Recently answered a call. It was Fisher Investments. We talked a little, I gave them an idea of where we are at financially. They stated that at our net worth, we should be investing in individual stocks and not mutual funds. They had a number of reasons, (lack of personalization, lack of flexibility, complex fee structures, heavy fees, tax disadvantages and diversification that could be off from what you think it is). They stated that investing in individual stocks mitigates these mutual fund issues.

    We meet with our financial advisor annually, we have access to him throughout the year as needed, we have a plan, we are appropriately diversified for our risk tolerance, we are balancing returns and expense fees as needed.

    I understand that there are plenty of people that invest in individual stocks, but I have not heard that for the casual/non-professional investor that individual stocks are better for your portfolio.
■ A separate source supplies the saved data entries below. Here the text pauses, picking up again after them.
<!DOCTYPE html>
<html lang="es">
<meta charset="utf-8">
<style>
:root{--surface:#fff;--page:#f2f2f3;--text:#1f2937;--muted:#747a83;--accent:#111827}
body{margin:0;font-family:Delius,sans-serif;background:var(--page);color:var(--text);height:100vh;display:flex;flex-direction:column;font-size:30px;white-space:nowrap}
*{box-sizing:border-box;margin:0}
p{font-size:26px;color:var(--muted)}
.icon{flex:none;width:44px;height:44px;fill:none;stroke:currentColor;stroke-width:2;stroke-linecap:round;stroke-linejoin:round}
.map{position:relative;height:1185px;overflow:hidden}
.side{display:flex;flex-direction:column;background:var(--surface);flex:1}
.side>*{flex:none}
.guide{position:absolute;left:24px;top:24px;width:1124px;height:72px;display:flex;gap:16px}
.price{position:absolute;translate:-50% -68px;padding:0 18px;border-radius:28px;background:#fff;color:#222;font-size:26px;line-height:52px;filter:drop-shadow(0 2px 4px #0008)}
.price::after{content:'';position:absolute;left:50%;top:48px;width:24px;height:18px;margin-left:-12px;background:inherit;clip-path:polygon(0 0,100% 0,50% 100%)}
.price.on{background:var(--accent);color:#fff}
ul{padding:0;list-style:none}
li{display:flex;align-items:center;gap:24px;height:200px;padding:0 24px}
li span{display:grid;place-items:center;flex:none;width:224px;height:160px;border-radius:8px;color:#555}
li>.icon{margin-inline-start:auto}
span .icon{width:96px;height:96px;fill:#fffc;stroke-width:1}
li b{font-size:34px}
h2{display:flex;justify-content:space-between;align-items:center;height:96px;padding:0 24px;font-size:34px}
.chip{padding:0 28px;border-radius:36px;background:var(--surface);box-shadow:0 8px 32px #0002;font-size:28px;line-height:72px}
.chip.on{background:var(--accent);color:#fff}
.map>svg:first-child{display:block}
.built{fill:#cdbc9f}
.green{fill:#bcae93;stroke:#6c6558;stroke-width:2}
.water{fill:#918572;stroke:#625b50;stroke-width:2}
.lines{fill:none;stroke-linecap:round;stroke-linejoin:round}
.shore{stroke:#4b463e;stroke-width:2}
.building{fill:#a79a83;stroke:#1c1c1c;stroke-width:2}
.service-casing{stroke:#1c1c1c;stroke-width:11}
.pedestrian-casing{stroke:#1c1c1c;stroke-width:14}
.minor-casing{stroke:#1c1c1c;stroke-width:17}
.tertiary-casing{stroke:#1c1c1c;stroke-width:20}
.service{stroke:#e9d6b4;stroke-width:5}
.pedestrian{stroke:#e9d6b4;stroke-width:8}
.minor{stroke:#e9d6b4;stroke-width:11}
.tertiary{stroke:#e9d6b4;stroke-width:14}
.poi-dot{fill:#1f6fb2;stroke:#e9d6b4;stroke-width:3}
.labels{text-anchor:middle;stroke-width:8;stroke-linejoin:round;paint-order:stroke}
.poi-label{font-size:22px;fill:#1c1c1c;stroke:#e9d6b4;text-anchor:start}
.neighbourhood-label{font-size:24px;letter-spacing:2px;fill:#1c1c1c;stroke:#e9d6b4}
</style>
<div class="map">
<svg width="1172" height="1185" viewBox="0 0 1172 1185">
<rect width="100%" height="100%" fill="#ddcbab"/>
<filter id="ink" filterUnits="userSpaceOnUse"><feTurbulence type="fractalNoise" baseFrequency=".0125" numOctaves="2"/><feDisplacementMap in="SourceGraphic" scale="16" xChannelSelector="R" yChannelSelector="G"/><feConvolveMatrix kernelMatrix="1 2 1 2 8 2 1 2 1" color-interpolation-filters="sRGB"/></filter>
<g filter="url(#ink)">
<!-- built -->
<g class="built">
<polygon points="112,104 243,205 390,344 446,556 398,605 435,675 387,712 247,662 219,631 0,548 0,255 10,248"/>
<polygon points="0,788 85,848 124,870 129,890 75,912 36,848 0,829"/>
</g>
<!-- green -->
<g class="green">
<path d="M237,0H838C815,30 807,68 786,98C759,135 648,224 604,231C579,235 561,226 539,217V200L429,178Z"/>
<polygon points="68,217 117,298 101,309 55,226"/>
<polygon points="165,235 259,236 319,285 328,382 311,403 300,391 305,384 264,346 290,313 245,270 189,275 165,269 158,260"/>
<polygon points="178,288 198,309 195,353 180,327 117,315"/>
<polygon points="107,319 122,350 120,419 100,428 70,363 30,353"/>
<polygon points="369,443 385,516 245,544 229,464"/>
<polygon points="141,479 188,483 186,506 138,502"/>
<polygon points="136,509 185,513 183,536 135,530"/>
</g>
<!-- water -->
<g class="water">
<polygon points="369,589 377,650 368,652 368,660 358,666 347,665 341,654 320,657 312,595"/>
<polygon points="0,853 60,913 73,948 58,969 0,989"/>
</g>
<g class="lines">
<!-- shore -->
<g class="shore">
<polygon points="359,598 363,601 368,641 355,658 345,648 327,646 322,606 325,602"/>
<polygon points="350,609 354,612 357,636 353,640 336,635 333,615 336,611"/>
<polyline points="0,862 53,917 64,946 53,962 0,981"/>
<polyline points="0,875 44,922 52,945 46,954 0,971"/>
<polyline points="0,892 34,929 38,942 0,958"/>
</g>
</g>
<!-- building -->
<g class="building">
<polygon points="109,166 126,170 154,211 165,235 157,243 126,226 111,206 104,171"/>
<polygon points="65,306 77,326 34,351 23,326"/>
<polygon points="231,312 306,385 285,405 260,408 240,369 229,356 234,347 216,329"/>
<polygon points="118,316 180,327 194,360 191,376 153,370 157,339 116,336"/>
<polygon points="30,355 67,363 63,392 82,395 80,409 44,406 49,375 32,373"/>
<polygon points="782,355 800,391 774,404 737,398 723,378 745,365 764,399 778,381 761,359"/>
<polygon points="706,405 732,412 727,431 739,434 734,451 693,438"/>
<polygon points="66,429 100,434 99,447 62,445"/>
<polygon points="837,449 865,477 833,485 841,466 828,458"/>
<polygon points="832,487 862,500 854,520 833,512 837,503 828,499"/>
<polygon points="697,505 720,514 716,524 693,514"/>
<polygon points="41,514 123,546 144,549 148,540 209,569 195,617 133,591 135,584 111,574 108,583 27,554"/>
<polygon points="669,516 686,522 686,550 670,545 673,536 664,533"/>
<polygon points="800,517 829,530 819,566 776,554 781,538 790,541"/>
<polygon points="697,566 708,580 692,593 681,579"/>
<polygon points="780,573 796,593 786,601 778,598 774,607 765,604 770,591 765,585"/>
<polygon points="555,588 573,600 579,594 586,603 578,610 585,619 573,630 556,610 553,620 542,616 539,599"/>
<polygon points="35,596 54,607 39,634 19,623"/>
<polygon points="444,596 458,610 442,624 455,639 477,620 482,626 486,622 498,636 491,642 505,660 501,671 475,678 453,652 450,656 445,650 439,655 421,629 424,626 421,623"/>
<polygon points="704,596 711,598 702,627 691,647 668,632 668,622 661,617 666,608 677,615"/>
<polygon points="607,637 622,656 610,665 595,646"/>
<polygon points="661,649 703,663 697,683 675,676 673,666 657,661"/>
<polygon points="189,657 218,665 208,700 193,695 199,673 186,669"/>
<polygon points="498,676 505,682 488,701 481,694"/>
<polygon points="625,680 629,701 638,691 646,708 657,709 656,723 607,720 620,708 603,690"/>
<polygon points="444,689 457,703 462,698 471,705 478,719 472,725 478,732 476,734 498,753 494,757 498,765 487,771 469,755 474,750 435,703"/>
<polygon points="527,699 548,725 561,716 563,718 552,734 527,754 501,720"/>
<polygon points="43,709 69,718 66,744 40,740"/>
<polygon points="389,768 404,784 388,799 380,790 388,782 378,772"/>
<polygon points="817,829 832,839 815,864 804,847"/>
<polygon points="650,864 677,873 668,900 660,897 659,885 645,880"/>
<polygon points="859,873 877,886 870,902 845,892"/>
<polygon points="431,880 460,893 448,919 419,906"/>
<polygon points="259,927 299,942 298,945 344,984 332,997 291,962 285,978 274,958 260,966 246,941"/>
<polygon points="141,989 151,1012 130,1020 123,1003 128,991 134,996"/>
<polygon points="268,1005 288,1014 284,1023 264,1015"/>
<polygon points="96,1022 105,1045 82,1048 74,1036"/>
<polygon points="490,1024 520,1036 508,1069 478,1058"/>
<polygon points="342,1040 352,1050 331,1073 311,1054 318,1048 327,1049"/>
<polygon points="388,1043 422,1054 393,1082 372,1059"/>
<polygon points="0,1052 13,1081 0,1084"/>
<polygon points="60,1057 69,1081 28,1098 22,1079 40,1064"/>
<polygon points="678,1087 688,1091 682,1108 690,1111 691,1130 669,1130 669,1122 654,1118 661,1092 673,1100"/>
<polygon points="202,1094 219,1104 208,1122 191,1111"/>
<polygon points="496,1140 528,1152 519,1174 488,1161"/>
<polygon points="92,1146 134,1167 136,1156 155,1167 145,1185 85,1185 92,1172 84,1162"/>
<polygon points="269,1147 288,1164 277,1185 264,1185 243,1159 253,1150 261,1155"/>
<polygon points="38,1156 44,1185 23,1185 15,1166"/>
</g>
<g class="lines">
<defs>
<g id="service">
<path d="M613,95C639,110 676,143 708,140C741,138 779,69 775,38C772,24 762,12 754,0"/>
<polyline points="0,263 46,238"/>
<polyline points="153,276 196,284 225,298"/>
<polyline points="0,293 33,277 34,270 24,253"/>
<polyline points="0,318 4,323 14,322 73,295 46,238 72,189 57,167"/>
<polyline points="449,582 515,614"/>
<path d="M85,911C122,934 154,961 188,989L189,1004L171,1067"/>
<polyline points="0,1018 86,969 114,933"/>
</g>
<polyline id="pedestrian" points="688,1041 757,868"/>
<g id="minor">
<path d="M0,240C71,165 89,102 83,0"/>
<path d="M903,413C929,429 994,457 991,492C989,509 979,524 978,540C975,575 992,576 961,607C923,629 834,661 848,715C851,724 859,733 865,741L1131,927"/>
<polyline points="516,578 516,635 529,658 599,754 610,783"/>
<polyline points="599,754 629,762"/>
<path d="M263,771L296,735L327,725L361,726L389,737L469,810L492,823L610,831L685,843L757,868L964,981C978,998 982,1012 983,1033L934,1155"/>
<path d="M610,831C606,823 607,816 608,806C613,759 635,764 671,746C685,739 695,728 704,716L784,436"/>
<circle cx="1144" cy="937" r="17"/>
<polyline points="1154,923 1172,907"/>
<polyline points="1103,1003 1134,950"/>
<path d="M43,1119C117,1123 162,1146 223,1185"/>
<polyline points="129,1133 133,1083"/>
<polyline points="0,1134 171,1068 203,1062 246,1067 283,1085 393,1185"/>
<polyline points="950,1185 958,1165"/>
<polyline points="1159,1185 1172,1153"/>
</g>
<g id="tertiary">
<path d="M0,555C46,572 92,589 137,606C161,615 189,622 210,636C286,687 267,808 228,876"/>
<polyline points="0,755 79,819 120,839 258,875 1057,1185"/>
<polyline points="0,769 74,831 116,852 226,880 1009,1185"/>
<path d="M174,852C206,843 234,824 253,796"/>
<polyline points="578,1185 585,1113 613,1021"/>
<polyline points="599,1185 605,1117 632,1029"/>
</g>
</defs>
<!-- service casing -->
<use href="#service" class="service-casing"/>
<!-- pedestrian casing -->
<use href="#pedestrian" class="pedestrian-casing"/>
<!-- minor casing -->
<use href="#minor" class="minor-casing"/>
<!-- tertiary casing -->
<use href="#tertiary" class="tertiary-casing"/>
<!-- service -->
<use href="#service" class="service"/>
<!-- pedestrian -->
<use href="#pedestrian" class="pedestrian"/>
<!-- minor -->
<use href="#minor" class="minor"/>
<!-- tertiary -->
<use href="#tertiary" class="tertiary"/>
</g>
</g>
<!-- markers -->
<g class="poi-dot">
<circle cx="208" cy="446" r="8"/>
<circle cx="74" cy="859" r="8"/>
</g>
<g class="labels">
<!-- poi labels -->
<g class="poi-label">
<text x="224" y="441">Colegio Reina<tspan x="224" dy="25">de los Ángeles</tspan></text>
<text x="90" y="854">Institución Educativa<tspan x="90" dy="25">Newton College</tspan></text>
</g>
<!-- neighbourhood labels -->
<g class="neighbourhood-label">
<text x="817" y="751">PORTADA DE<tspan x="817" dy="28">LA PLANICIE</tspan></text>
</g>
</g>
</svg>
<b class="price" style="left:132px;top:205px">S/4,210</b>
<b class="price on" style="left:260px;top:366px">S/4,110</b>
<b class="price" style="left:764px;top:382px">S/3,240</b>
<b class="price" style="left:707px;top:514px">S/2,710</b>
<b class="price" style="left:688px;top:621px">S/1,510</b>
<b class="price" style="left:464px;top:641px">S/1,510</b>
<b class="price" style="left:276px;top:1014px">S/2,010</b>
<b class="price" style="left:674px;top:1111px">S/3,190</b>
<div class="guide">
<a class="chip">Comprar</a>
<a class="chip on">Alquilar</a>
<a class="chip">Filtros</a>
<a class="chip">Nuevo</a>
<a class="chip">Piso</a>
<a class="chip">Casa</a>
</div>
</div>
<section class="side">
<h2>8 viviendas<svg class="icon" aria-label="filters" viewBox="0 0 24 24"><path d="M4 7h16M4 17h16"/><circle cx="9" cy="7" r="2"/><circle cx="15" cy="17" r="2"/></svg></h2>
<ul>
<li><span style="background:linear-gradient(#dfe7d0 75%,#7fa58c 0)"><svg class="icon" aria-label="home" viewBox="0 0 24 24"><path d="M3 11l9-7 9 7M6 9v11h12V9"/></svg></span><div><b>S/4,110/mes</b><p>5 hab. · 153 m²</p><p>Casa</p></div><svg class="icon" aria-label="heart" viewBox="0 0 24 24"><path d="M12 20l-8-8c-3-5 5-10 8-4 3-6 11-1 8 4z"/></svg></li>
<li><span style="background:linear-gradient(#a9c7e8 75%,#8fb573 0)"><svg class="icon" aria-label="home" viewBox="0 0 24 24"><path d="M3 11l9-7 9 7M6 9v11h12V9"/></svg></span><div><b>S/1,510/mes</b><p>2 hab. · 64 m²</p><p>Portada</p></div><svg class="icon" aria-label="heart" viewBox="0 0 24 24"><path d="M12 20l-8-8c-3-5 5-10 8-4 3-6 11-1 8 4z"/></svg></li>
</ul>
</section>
Does anyone else have advice regarding individual stocks being better for your portfolio than mutual funds?

    Mutual Funds -> Individual Stocks
    byu/SailCamp inpersonalfinance



    Posted by SailCamp

    9 Comments

    1. Fisher Investments is trying to sell you something. Of course they will say their ideas are the right choice.

    2. Just some raw notes:

      1. If somebody calls you and says they want to discuss your finances… hang up the phone. Nobody is cold calling you for your benefit.

      2. No, you don’t want to be trading in individual stocks for investing. If you want to pick up gambling as a hobby, moving money around on a board where the other players have a significant edge on you… go for it, pick up some individual stocks.

      3. You probably don’t need a financial advisor, but if you like having one, take a good hard look at how they’re getting their cut, and whether they’re actually a fiduciary. A financial advisor who’s pay check is based on what products and services they convince you to buy is going to fleece you under the auspices of guiding you to magical investing tips.

    3. I remember hearing the same pitch from them and that was the point I realized I cannot take them seriously. Now I do not pick up when they call !

    4. employedByEvil on

      Practice this line for next time they call: sounds great; why don’t you put the details in an email? Bye now

    5. “lack of personalization”?

      WTF…this is your financial nestegg, not your middleschool trapperkeeper.

    6. Was it Aerotyne stock with huge upside potential?

      never judge him on his winner but judge him on his losers since he has so few.